2.02.2011

Chocolate Cakes with Hazelnut Buttercream





I know everyone is gearing up for the Super Bowl and I should be blogging fat laden appetizers and snacks.  To be honest with you my mind just doesn't go there.  I'm just not a Super Bowl fan or football for that matter.  I'm ok with that.

At this time of year my mind is thinking chocolate.  I'm thinking about rich and chocolate for Valentines.  Not that I allow myself to indulge.  I just can't.  That doesn't mean that I don't enjoy a few bites every now and then.

I love chocolate and hazelnut together.  I have made cute little baby cakes and iced them with a rich hazelnut buttercream.  This recipe has been handed down to me from my Grandmother.  She always called this "Devil's food cake".  It's a fabulous recipe.  It can easily be baked in a 9 x 13-inch pan as well as two 9-inch rounds.  The recipe will make 2 dozen cupcakes.  I love it and it is a "never fail" cake recipe for my altitude of 5,000 feet above sea level.

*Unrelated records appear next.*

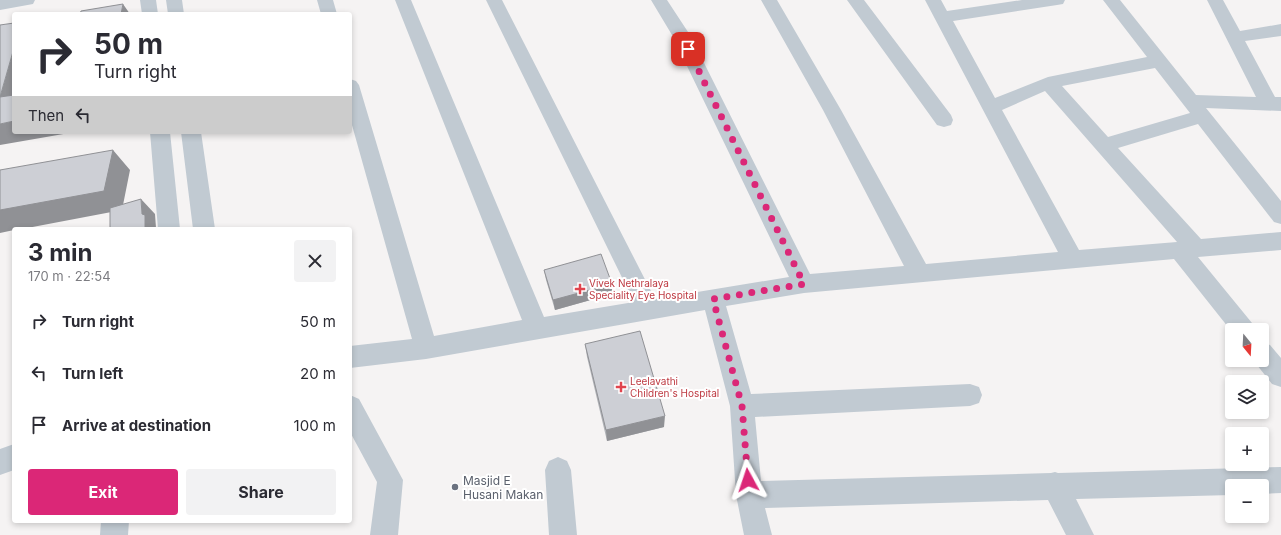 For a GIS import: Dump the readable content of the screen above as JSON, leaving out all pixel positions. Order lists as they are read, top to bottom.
{
  "places": {
    "health": ["Vivek Nethralaya Speciality Eye Hospital", "Leelavathi Children's Hospital"],
    "other": ["Masjid E Husani Makan"]
  },
  "north": "bottom",
  "page": {
    "turn": ["50 m", "Turn right"],
    "then": "Then",
    "heading": ["3 min", "170 m · 22:54"],
    "list": [
      {
        "name": "Turn right",
        "value": "50 m"
      },
      {
        "name": "Turn left",
        "value": "20 m"
      },
      {
        "name": "Arrive at destination",
        "value": "100 m"
      }
    ],
    "map_buttons": ["+", "−"],
    "buttons": ["Exit", "Share"]
  }
} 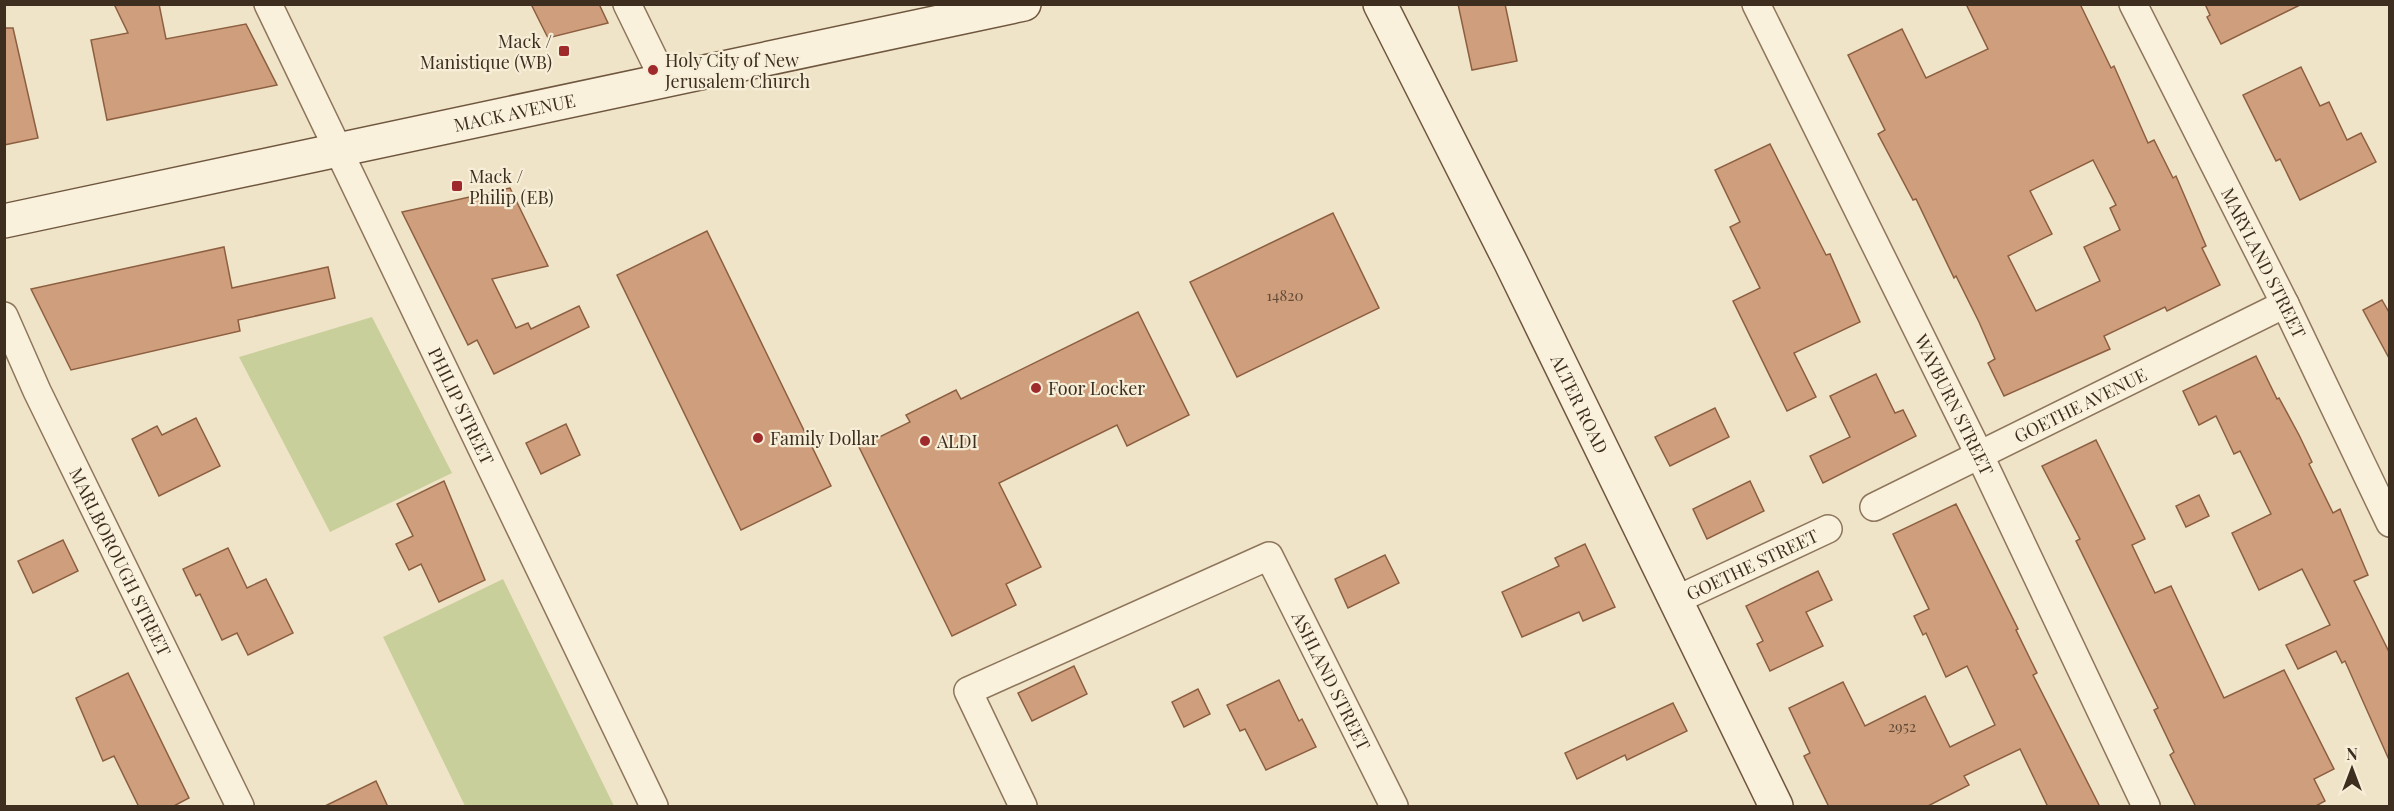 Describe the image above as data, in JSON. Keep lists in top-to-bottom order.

I purchased these little cake papers from Sur La Table.  They were .25 each.







Place the baking cups on a parchment lined baking sheet.








For the cake you will need:  butter, eggs, sugar, cocoa, flour, salt, baking soda and vanilla.







Whoops!  Almost forgot the sour cream and boiling water.








Put softened butter in a large mixing bowl.








Add the sugar and...








cocoa.  I love dutch processed, you can use your favorite.







Cream the butter, sugar and cocoa.








Add the eggs.








Mix well.  Scrape down the sides of the bowl and mix again.








Add the sour cream.








Blend together.








Add the salt and baking powder to the flour.








Sift together.  I just give it a whisk.








Add the flour to the sugar/butter mixture and mix just until blended.  If you over mix, the cake could be tough.








Scrape down the sides of the bowl and mix again.








The batter should be smooth.








Add the 1 cup of boiling water.








Mix on low speed so the water doesn't splash all over you and your kitchen.








Add the vanilla.








Mix in the vanilla and the batter is now complete.

Piece of cake!








I am using a 1/2 cup scoop to measure the batter into the cups.  The batter will fill 13 cups.

Place in a preheated 350 degree oven and bake for about 18-20 minutes or until the cake springs back when touched.








When the cakes have cooked.  Remove from the oven and place on a wire rack.

Cool completely before icing.








Before you begin to make the buttercream, read over the directions at least 3 times.  Allow yourself 45 minutes of uninterrupted time.  Seriously!  Buttercream takes serious concentration.  Turn your phone off and don't answer the door!

You will need hazelnut paste or hazelnut praline.  I purchase my hazelnut paste through Hauser Chocolatier in Rhode Island.  Yes!  I have it shipped.  It's the cheapest I have found.

I store the hazelnut paste in the freezer and pull it out as I need it.








Many times when you purchase hazelnut paste, it separates and oil floats to the top.  Make sure you stir it very well.  Sometimes this takes a little muscle and some patience.








To make the buttercream you will need:  BUTTER (a whopping 4 1/2 cubes) that has been cut into 1 tablespoon slices, sugar, egg yolks, water and hazelnut paste.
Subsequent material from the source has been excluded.